De heer Weverling (VVD):
Dank u, voorzitter. Als 14-jarige jongen werkte ik op zaterdag en in de zomervakanties in de tomaten. Dat betekende dat we 's ochtends vanaf halfzes te vinden waren in een Westlandse kas om die heerlijke producten zorgvuldig te plukken. Ballenracen noemden wij dat. Uit ervaring kan ik zeggen dat het voor veel boeren en tuinders niet meevalt om nog wat te verdienen op hun lekkere en gezonde producten. Daarom ben ik nu, bijna dertig jaar later, zo blij dat in het regeerakkoord staat dat we samenwerking in de land- en tuinbouw expliciet gaan toestaan om ongelijke machtsverhoudingen in de keten te compenseren. Nederlandse boeren en tuinders verdienen een eerlijke prijs voor hun producten. Juist omdat deze producenten een belangrijke innovatieve rol spelen in de Nederlandse en mondiale voedselvoorziening moeten we hiervoor zorgen. We roepen de Minister dan ook op om de positie van boeren en tuinders in Nederland te beschermen. Een vraag aan de Minister is of zij nou eens kan reflecteren op het feit dat Nederlandse agrarische producten in verhouding zo goedkoop zijn ten opzichte van voedsel in veel andere landen. Nederland is een heel welvarend land en een relatief duur land op mondiale schaal. Je zou dus kunnen aannemen dat voedsel in verhouding duurder is, maar het lijkt juist het tegenovergestelde te zijn.

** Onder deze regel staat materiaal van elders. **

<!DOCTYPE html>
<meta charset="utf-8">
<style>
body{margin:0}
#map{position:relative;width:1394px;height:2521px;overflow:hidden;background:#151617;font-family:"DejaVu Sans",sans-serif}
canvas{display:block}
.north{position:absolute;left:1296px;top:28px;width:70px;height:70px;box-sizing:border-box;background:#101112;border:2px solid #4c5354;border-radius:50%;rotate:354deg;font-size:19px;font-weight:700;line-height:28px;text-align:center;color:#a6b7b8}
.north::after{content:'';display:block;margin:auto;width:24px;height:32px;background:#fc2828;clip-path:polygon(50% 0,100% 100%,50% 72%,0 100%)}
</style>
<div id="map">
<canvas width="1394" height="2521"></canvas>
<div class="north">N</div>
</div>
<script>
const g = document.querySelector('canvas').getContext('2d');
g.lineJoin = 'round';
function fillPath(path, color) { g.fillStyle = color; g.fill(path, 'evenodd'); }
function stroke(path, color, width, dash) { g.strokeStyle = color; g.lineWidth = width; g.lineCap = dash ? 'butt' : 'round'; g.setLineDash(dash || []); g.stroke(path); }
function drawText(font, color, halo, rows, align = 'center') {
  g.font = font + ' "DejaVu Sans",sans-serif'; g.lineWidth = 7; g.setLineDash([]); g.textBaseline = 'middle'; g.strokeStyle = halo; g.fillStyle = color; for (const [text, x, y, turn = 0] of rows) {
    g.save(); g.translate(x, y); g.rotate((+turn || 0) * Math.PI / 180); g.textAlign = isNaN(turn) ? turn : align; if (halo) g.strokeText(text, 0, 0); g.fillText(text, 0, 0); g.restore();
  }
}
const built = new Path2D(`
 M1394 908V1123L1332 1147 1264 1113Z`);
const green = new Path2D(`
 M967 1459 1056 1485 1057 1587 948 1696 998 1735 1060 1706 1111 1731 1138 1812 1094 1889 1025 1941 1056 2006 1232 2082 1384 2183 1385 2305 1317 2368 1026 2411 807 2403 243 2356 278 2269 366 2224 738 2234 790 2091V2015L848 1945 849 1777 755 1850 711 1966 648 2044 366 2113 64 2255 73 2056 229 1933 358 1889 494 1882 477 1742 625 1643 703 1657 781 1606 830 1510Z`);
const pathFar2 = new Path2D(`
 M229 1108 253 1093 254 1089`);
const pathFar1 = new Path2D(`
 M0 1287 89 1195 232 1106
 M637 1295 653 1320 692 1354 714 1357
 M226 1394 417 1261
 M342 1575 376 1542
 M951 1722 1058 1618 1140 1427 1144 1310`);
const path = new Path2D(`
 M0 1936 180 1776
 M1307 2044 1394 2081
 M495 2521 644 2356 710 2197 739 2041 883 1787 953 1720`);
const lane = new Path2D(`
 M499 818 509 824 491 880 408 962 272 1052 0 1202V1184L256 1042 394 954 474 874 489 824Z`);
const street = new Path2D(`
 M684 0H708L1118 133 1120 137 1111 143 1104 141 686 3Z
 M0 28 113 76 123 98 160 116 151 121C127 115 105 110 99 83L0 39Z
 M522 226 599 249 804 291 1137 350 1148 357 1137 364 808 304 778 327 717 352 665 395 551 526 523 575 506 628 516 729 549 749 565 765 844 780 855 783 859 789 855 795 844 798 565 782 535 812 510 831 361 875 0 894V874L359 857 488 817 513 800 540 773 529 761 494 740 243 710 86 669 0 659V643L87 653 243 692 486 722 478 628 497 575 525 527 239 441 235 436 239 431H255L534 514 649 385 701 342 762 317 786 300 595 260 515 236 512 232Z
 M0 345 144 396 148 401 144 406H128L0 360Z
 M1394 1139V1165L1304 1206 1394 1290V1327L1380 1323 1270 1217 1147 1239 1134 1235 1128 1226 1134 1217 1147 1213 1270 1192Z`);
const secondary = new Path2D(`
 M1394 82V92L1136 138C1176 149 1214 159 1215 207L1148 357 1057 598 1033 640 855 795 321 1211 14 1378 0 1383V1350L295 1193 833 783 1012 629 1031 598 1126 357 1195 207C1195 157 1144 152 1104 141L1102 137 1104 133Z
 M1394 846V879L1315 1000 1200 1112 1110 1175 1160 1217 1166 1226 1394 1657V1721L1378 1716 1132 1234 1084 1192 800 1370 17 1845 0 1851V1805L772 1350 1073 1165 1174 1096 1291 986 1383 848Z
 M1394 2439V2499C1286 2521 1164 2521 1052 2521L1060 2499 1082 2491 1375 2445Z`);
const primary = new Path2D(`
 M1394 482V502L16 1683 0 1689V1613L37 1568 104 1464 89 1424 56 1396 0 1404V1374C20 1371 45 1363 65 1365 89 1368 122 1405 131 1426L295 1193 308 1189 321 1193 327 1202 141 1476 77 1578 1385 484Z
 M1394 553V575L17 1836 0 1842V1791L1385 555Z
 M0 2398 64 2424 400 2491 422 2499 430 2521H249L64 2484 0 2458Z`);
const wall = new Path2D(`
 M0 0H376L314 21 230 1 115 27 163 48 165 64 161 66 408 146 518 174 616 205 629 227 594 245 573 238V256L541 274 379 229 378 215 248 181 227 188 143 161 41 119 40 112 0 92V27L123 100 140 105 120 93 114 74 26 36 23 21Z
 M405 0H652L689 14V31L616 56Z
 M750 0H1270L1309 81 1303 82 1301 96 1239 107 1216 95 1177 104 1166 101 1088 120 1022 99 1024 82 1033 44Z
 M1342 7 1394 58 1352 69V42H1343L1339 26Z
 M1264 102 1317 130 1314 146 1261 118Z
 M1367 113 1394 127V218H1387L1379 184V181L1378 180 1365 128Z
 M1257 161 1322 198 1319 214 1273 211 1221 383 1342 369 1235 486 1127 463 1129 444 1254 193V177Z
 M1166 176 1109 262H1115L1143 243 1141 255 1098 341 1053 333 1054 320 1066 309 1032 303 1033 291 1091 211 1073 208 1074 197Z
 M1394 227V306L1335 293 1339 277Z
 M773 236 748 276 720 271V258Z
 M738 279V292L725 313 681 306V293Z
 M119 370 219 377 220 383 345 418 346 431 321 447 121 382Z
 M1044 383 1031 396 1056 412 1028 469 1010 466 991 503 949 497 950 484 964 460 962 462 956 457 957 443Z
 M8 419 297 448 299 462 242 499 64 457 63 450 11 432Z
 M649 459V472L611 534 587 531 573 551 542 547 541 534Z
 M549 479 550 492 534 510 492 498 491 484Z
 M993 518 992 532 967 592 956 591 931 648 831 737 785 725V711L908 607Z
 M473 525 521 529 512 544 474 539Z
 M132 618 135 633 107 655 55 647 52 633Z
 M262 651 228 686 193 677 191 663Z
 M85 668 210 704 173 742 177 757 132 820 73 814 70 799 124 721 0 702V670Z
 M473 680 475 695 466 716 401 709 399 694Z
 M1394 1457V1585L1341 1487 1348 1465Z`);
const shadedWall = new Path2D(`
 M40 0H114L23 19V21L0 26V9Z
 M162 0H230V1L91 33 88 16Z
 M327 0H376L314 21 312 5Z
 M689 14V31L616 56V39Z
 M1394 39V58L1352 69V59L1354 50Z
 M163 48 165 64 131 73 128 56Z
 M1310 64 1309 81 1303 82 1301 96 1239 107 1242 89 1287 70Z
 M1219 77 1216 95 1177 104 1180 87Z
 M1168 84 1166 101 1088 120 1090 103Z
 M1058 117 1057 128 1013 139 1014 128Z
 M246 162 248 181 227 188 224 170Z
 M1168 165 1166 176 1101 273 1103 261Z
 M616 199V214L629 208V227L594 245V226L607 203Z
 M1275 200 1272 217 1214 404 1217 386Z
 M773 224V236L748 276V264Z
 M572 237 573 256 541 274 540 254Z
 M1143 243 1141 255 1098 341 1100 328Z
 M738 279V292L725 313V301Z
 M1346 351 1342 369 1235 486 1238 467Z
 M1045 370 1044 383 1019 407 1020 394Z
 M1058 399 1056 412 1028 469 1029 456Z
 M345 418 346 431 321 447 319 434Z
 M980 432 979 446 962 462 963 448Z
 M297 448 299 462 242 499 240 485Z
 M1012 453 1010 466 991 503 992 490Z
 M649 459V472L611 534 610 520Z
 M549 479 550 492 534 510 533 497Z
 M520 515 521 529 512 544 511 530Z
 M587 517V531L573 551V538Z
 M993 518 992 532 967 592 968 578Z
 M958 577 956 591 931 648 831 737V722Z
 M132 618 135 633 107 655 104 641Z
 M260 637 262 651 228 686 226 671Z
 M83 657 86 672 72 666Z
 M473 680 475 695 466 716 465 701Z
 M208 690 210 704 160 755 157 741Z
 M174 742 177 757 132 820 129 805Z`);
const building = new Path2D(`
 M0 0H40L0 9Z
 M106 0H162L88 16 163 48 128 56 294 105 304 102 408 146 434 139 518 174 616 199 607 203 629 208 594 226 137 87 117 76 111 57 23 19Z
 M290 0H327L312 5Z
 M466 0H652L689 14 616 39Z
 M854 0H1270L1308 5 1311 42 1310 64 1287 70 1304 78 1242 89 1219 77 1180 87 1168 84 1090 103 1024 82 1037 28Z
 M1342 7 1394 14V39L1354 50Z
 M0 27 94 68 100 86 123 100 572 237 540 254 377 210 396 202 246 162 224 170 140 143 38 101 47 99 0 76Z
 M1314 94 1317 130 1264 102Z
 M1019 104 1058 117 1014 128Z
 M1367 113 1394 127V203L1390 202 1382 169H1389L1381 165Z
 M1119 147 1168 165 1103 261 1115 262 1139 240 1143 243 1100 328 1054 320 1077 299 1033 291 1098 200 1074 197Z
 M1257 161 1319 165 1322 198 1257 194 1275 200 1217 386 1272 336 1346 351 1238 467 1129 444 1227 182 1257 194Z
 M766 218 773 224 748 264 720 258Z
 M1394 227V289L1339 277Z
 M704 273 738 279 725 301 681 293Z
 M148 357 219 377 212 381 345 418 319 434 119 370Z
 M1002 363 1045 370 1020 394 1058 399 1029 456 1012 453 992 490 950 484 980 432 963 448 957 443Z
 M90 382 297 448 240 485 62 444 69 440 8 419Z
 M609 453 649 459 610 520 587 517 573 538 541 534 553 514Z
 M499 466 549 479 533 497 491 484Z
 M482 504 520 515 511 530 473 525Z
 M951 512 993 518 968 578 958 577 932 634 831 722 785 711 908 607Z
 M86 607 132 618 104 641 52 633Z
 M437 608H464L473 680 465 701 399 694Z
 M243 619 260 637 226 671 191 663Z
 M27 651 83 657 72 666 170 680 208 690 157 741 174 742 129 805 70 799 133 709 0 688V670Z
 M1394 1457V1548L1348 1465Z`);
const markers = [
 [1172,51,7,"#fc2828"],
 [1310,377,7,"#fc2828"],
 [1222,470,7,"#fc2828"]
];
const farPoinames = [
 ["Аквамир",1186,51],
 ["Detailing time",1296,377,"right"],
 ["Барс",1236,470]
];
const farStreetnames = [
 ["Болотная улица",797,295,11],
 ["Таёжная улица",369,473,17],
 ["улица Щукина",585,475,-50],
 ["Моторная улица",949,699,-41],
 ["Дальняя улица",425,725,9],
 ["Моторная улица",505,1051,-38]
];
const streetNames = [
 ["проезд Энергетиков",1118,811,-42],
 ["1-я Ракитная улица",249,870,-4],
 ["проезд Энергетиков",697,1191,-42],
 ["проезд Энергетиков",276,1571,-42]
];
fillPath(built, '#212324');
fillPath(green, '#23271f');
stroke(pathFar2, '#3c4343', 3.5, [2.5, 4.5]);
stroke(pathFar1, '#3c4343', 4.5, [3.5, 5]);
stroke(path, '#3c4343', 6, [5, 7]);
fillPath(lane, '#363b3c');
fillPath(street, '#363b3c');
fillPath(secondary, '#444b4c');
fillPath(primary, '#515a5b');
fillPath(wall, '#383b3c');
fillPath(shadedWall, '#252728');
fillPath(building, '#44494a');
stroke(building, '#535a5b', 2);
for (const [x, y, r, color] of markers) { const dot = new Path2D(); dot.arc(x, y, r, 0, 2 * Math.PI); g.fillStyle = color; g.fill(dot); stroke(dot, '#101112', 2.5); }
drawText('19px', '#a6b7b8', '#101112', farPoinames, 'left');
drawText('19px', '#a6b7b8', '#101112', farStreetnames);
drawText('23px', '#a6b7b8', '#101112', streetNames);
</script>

Voorzitter. Toenemende fusies van verschillende multinationals veranderen het mondiale retaillandschap. Leveranciers staan daardoor steeds vaker met de rug tegen de muur. Bepaalde schakels in de keten lijken onevenredig veel winst te boeken. Veel bedrijven in de voedselketen behalen een winst die lager is dan 3% van de omzet. Dat blijkt uit een onderzoek van het LEI uit alweer december 2014.
De VVD heeft een aantal vragen voor de Minister. In het BNC-fiche wordt gesteld dat het EU-voorstel een goede basis vormt voor de uitvoering van het regeerakkoord. Tegelijkertijd gaan er geluiden op om de scope van het voorstel uit te breiden. Wat is nou de positie van de Minister hierin? Voor de VVD is een uitbreiding van de lijst met oneerlijke handelspraktijken zeker bespreekbaar. Is het ook mogelijk om die lijst later nog uit te breiden en eraan toe te voegen?
Daarnaast hoort de VVD graag wat de Minister gaat doen om de nationale bevoegdheden van lidstaten veilig te stellen in het EU-voorstel. Er gaan geluiden op om meer verantwoordelijkheden bij de Commissie neer te leggen. Is dat nodig of kunnen ook nationale organisaties profiteren van de kennis van bijvoorbeeld het Supply Chain Initiative?
Het viel ons verder op dat in het BNC-fiche behoorlijk grote verschillen zitten in de kosten verbonden aan het voorstel. De opstartkosten met betrekking tot handhaving worden geraamd op € 32.000 tot 34 miljoen euro. Dat is nogal een verschil. Kan de Minister dit verder toelichten? Wat zijn naar verwachting de kosten waarmee Nederland te maken gaat krijgen?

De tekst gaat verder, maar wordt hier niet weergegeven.